If there’s a set of two-word, federal and state governing ways of doing business, it should be these two in the headline for this column.
In fact, one of these has become the only allowed way government now controls the confiscation and waste of our hard-earned dollars. The other is becoming the way government controls our lives.
A limited government that doesn’t infringe on the God-given rights of free peoples is the singular ideal behind the two most ignored documents in the history of our nation: the Constitution of the United States of America and its more important counterpart, the Declaration of Independence. Government resorts to emergency powers and continuing resolutions when people rise up and say, “You have no legal authority to do that.” Government has done so on spending for decades and time and again during the COVID-19 pandemic.
And people should be rising up and fighting back locally and at the state and federal levels. While more than a few of us are fighting, most of the nation has taken the action for which America increasingly has been become known: outsourcing. This time to truckers in Canada. As expected, the prime minister of Canada has pushed back with emergency powers.
The same as every commissioner, governor, health department, school board and president in the good ol’ US of A. That’s because once governments find something that works — something the people tire of pushing back against — in taking more control and increasing power and wealth, they seldom get rid of it.

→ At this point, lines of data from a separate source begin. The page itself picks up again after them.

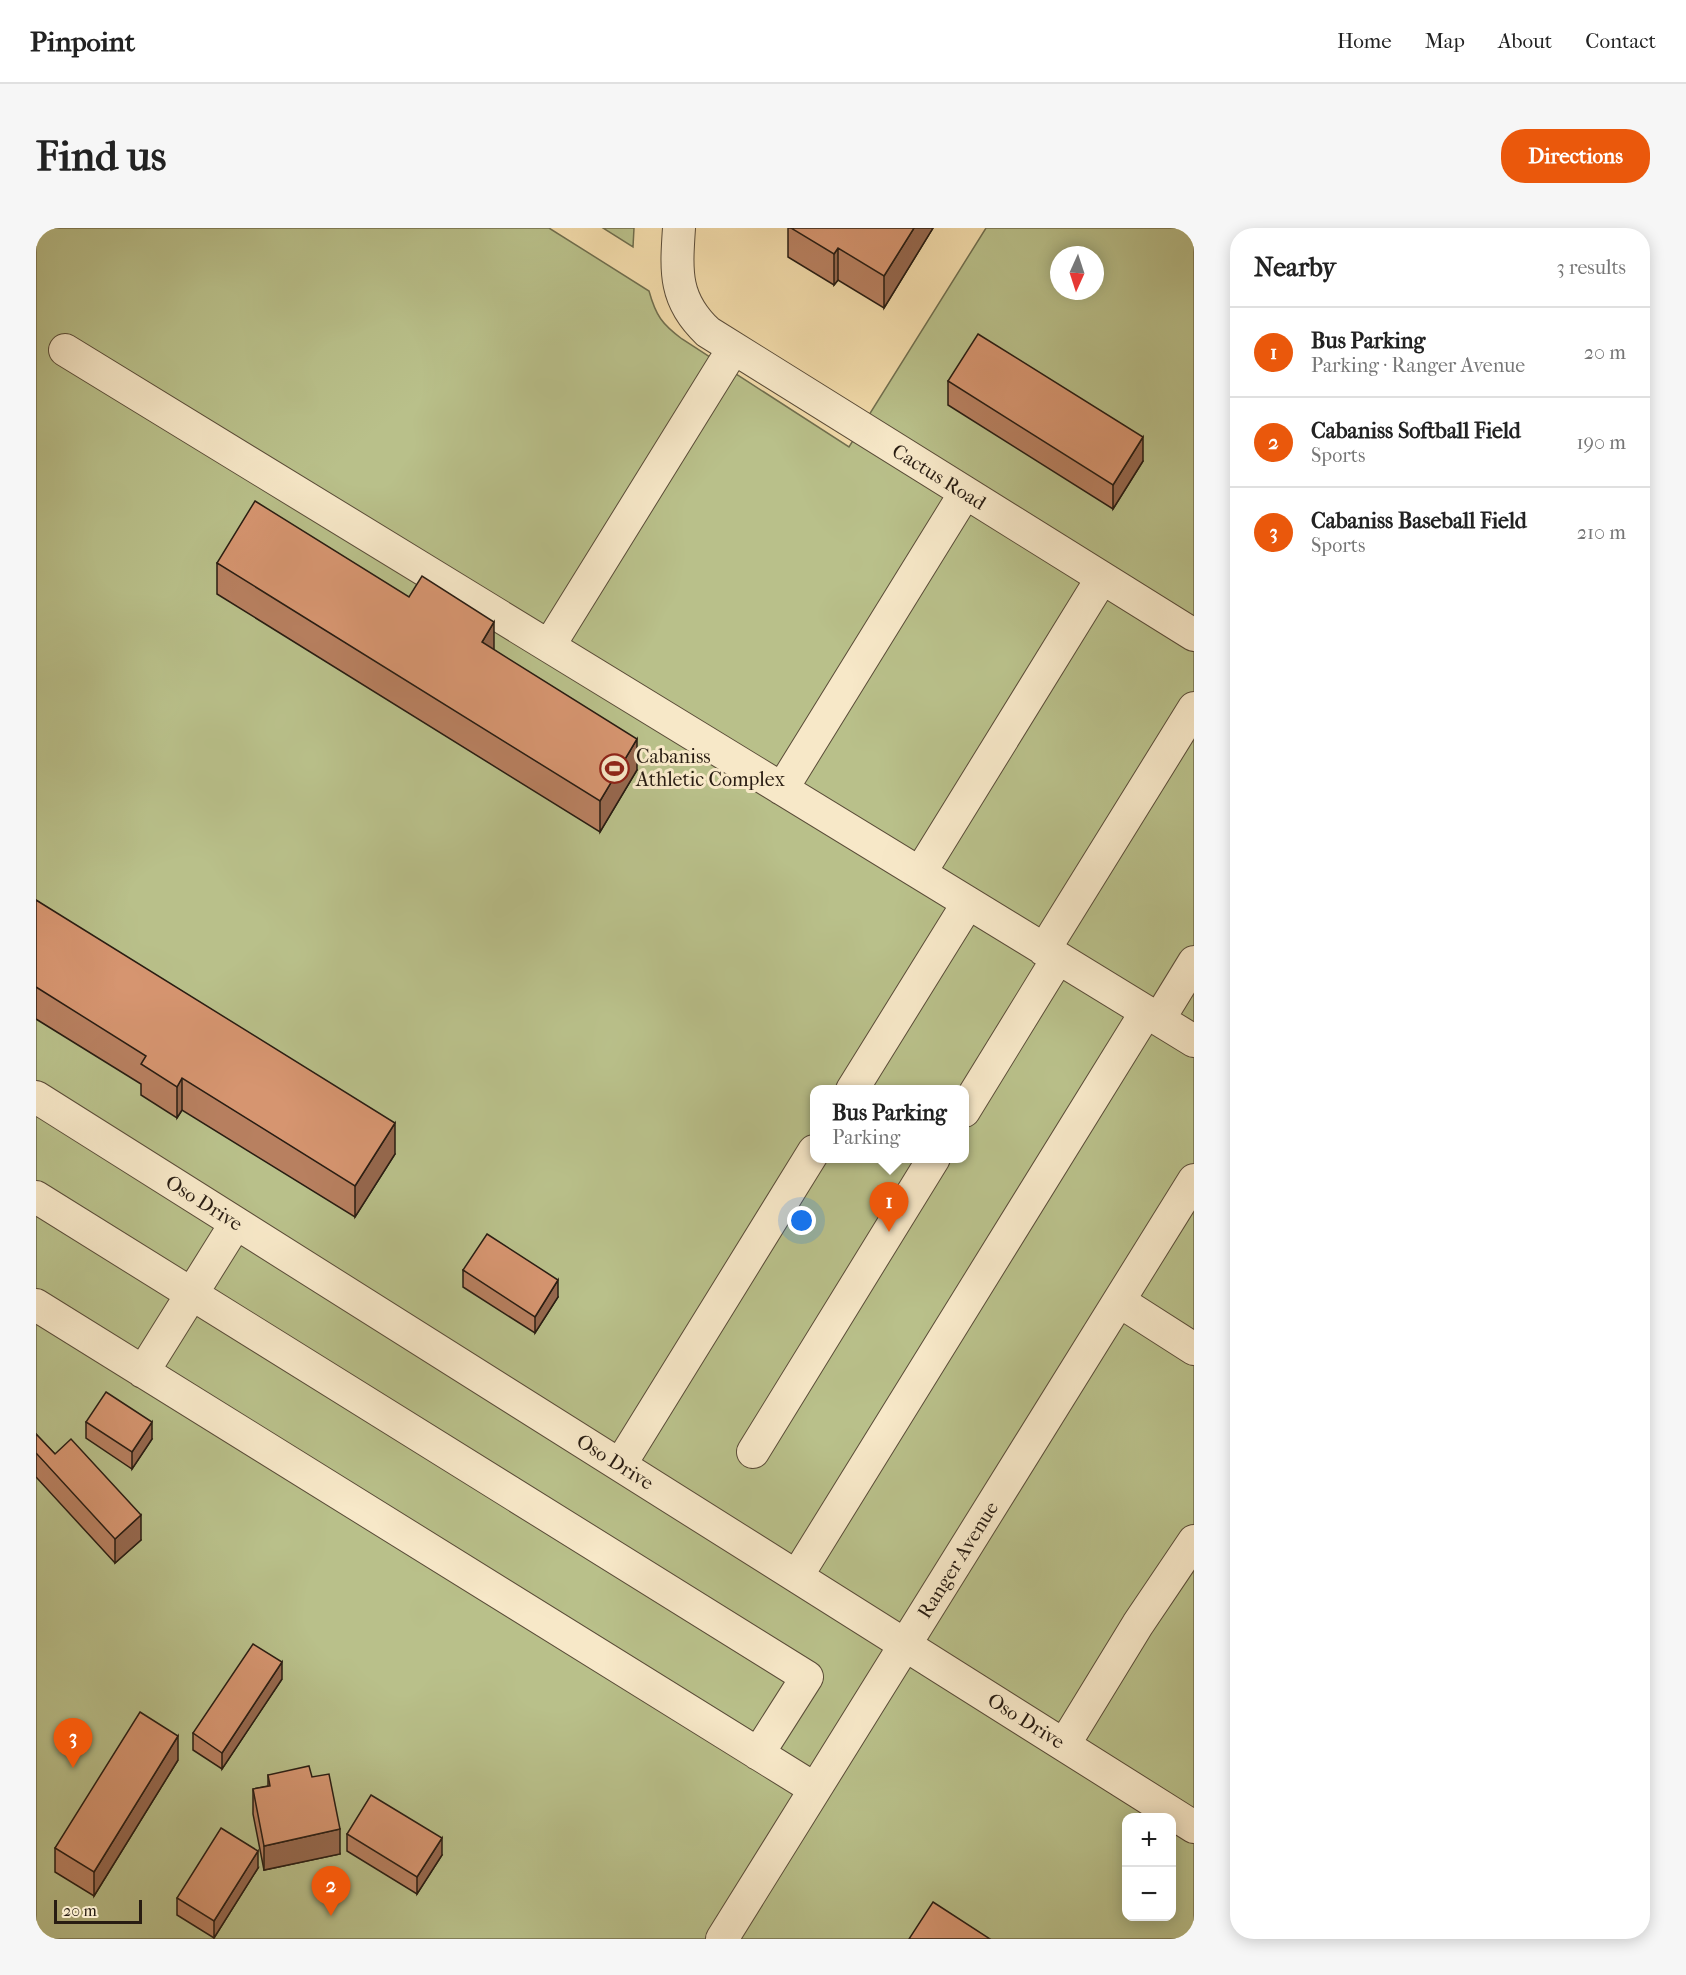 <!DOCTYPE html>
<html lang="en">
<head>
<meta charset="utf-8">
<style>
  :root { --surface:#fff; --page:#f6f6f6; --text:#222; --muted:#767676; --line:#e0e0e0; --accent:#ea580c }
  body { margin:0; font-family:"IM FELL French Canon",serif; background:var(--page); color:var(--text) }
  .controls { position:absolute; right:18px; bottom:18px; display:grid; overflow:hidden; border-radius:12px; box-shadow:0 3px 15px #0003 }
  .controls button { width:54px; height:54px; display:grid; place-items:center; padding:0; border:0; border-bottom:2px solid var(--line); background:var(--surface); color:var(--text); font:30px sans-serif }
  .compass { position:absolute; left:1014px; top:18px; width:54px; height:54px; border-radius:50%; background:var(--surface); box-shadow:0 3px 15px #0003; rotate:183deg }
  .scale { position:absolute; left:18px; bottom:15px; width:88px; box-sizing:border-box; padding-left:6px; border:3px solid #281c12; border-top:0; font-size:16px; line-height:21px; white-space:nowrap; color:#281c12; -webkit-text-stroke:4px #f7e8c8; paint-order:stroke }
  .you { position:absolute; left:766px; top:993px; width:21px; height:21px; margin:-15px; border:4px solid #fff; border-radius:50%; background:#1a73e8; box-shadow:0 0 0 9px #1a73e833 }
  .badge { display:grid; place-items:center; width:39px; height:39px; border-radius:50%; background:var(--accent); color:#fff; font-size:20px; font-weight:700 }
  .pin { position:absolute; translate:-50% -50px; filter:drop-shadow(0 2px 3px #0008) }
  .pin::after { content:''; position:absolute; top:32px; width:21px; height:18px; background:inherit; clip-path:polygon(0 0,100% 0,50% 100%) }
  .popup { position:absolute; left:774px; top:857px; width:159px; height:78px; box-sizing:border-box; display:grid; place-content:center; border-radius:12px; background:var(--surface); filter:drop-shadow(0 2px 4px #0005); font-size:20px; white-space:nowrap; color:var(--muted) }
  .popup b { font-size:22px; color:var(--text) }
  .popup::after { content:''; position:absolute; left:50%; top:100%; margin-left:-12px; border:12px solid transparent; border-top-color:var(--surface) }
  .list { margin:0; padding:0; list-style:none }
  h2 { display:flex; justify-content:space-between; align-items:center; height:78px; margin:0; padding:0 24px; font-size:26px }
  h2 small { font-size:20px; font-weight:400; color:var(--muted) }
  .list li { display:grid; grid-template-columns:39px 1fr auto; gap:18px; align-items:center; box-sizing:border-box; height:90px; padding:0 24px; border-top:2px solid var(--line) }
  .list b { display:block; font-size:22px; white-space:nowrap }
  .list p { margin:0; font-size:20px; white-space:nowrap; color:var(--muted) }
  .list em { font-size:20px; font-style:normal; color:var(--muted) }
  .map { position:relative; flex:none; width:1158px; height:1711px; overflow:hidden; border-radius:24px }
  header { display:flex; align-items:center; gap:36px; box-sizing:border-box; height:84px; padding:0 30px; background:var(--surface); border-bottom:2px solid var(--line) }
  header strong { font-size:28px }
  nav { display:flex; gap:33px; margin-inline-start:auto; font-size:21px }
  .intro { display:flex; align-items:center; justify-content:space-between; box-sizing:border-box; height:144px; padding:0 36px }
  h1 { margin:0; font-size:42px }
  .button { padding:15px 27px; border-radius:24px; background:var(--accent); color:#fff; font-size:21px; font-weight:700 }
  main { display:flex; gap:36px; padding:0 36px }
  aside { flex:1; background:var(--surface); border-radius:24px; box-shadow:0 3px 15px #0003 }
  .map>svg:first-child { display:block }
  .green { fill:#b9c08a; stroke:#706e4e; stroke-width:1.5; fill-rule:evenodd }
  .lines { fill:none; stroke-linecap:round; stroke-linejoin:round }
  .minor-casing { stroke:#5a4c38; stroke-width:34 }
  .minor { stroke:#f7e8c8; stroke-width:32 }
  .wall { fill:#b88060; stroke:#281c12; stroke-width:1.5 }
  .shaded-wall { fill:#96684e; stroke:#281c12; stroke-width:1.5 }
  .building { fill:#d69570; stroke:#281c12; stroke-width:1.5 }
  .labels { text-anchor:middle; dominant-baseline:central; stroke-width:6; stroke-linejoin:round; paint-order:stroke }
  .street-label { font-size:20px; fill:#281c12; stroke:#f7e8c8 }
  .poi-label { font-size:20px; fill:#281c12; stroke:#f7e8c8; text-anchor:start }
</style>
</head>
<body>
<header>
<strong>Pinpoint</strong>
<nav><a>Home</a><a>Map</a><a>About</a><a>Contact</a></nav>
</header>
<div class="intro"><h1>Find us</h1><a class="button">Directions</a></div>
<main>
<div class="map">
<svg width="1158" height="1711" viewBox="0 0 1158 1711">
  <rect width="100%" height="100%" fill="#f2dbaa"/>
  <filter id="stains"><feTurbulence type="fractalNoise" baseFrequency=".00333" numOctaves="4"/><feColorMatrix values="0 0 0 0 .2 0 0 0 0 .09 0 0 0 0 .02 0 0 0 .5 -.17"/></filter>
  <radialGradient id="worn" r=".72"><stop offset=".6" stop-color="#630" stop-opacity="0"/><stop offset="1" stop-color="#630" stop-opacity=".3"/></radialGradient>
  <path class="green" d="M0 0H513L613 63C620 88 626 96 646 111L813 219 950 0H1158V1711H0ZM1023 27H1059V63H1023ZM778 862H928V930H778ZM1090 1590H1136V1688H1090Z
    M567 0H598L597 19Z"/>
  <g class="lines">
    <defs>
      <path id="minor" d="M643 0C640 44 638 72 672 104L1158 407
        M29 122 1158 813
        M513 418 697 121
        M746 561 929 265
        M884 645 1066 350
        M1008 722 1158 480
        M1123 791 1158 734
        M816 862 932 675
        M0 869 1158 1599
        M928 883 1022 730
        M0 969 771 1449 722 1526
        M1083 1073 1158 1121
        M0 1077 779 1561
        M107 1144 200 995
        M717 1224 898 930
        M584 1237 778 923
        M761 1348 1110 784
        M1028 1517 1102 1396 1158 1313
        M686 1711 1158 952"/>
    </defs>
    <use href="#minor" class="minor-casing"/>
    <use href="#minor" class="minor"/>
  </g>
  <path class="wall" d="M752 0H897L848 80 802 52 798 57 752 29Z
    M912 153 1107 233 1077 281 912 177Z
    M181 335 458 422 601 542 564 604 181 366Z
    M0 672 359 926 319 989 146 882 141 890 105 867V856L0 791Z
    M427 1042 522 1069 499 1105 427 1059Z
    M50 1194 116 1211 96 1241 50 1210Z
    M0 1206 19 1226 105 1312 79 1335 0 1249Z
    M246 1451 186 1541 157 1522V1505Z
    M142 1532 58 1668 19 1644V1620Z
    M232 1547 276 1549 304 1626 228 1642 217 1586V1561L232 1558Z
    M311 1606 406 1627 381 1666 311 1623Z
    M222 1640 178 1710 141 1687V1670Z"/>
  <path class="shaded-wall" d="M878 0H897L848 80V48Z
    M802 20V52L798 57V26Z
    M1107 209V233L1077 281V257Z
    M458 394V425L446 414Z
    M601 511V542L564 604V573Z
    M146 850V882L141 890V859Z
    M359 895V926L319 989V958Z
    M522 1052V1069L499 1105V1089Z
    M116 1194V1211L96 1241V1224Z
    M105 1287V1312L79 1335V1311Z
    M246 1434V1451L186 1541V1525Z
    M142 1508V1532L58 1668V1644Z
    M304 1601V1626L228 1642V1618Z
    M406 1610V1627L381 1666V1649Z
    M222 1623V1640L178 1710V1693Z"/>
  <path class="building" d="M755 0H878L848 48 802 20 798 26Z
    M942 106 1107 209 1077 257 912 153Z
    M219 273 373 369 386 348 458 394 446 414 601 511 564 573 181 335Z
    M0 672 359 895 319 958 146 850 141 859 105 836 110 828 0 759Z
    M451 1006 522 1052 499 1089 427 1042Z
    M70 1164 116 1194 96 1224 50 1194Z
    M0 1206 19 1226 35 1211 105 1287 79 1311 0 1225Z
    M217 1416 246 1434 186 1525 157 1505Z
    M104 1484 142 1508 58 1644 19 1620Z
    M273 1538 276 1549 293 1546 304 1601 228 1618 217 1561 234 1558 232 1547Z
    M335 1567 406 1610 381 1649 311 1606Z
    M185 1600 222 1623 178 1693 141 1670Z
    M897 1674 954 1711H873Z"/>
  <defs>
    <symbol id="stadium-ring" viewBox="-11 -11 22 22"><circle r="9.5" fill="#f7e8c8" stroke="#8f2418" stroke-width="1.5"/><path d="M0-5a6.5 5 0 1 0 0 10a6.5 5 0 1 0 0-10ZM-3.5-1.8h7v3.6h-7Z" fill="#8f2418"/></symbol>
  </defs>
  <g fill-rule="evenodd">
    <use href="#stadium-ring" x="562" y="524" width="33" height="33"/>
  </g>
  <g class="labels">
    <g class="street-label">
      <text transform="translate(903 249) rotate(32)">Cactus Road</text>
      <text transform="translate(168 975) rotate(32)">Oso Drive</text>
      <text transform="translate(579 1234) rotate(32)">Oso Drive</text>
      <text transform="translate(922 1332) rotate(-58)">Ranger Avenue</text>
      <text transform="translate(990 1493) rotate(32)">Oso Drive</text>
    </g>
    <g class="poi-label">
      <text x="600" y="528">Cabaniss<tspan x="600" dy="23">Athletic Complex</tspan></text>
    </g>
  </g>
  <rect width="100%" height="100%" filter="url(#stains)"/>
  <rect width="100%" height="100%" fill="url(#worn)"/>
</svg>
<div class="controls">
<button>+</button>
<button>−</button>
</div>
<svg class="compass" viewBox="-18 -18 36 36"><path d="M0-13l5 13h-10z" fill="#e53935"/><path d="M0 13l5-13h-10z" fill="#767676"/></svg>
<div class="scale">20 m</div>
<div class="you"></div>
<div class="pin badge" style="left:853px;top:1004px">1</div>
<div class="popup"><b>Bus Parking</b>Parking</div>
<div class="pin badge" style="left:295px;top:1688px">2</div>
<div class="pin badge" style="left:37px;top:1540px">3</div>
</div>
<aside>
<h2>Nearby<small>3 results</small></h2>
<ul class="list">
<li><span class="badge">1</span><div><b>Bus Parking</b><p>Parking · Ranger Avenue</p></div><em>20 m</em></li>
<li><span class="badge">2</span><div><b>Cabaniss Softball Field</b><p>Sports</p></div><em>190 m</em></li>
<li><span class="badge">3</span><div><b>Cabaniss Baseball Field</b><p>Sports</p></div><em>210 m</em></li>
</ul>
</aside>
</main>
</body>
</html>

It’s why people no longer demand a balanced budget from Congress. We’ve accepted continuing resolutions that allow every member of Congress to break the law several times a year when it comes to pretty much everything the government does. Don’t think it’s breaking the law? Try the same scam on your bank, investors or stockholders. Hell, try it with the IRS and see where you end up. I can assure you it won’t be chairing a select committee in Congress.
So now that you have a better understanding of how Congress gets away with overspending and creating unconstitutional government bureaucracies that overspend, expand power and make us criminals without knowing it, let’s get back to the Mother Truckers and the Little Dictator Up North.
For a point of reference on the abuse of emergency powers, I’ll simply see if you can guess who said this related to a YEAR LONG farmer’s strike in India in 2020. “Entertaining the use of force to disperse or contain legal protests is wrong … . Canada will always be there to defend the right of peaceful protest.” Now if the name of the country being in the quote still has you guessing, you probably support the habitual-costume-which-shall-not-be-named-wearing “hoser” from the Great White North.
Yes, Canadian Prime Minister Justin Trudeau said it. Trudeau went on to state how important it was for Indian leaders to talk with protesters, stressed his worry about the families and friends of the farmers and called the situation “very concerning.” Yet, when the same thing happens in Ottawa, he responds with emergency powers— which can go as far as using the military to disperse protesters.
This is beyond hypocrisy. It’s more like megalomania. And it’s the kind of power for which too many in governments across the world lust. It’s why our union-loving President Joe Biden supports Trudeau instead of the working men and women of Canada. Frankly, the truckers shouldn’t have needed to shut down the Ambassador Bridge connecting Detroit, Mich., and Windsor, Ontario. Biden should have done it in the name of freedom — and the citizens of Canada and the United States — in telling Trudeau he’s out of line. But ol’ Sheriff Joe didn’t do that. We must ask why.
A long time ago, there was a horrible movie titled “The Betsy.” It was about a family owned auto manufacturer and a patriarch trying to create a company saving model (looked like a Pinto) named after a beloved progeny (Betsy, not Edsel). For those who need clues again, let’s just call it “Fords” — like we all did back home. Regardless, the union workers called a strike on “Fords” and shut it down. The pathetic son of the patriarch kept telling his dad, “GM and Chrysler are expecting me to hold the line.” The old man’s response was, “Of course they are, you’re shut down and they’re building and selling cars.” His advice was to negotiate and let GM and Chrysler deal with their own problems.
I see this same thing playing out in Canada. Trudeau — for myriad wrong reasons, including getting attention from serious world players, which he is not — is holding the line. That could cost Canada its freedom. Then tyrants across the globe can consolidate power and ignore the pleas of their citizens.
Then again, in their lust for power, attention and a place in history, all these folks don’t want to build cars for the people. They just want to own the company. And they’ll adopt whatever works. Canada is the test program.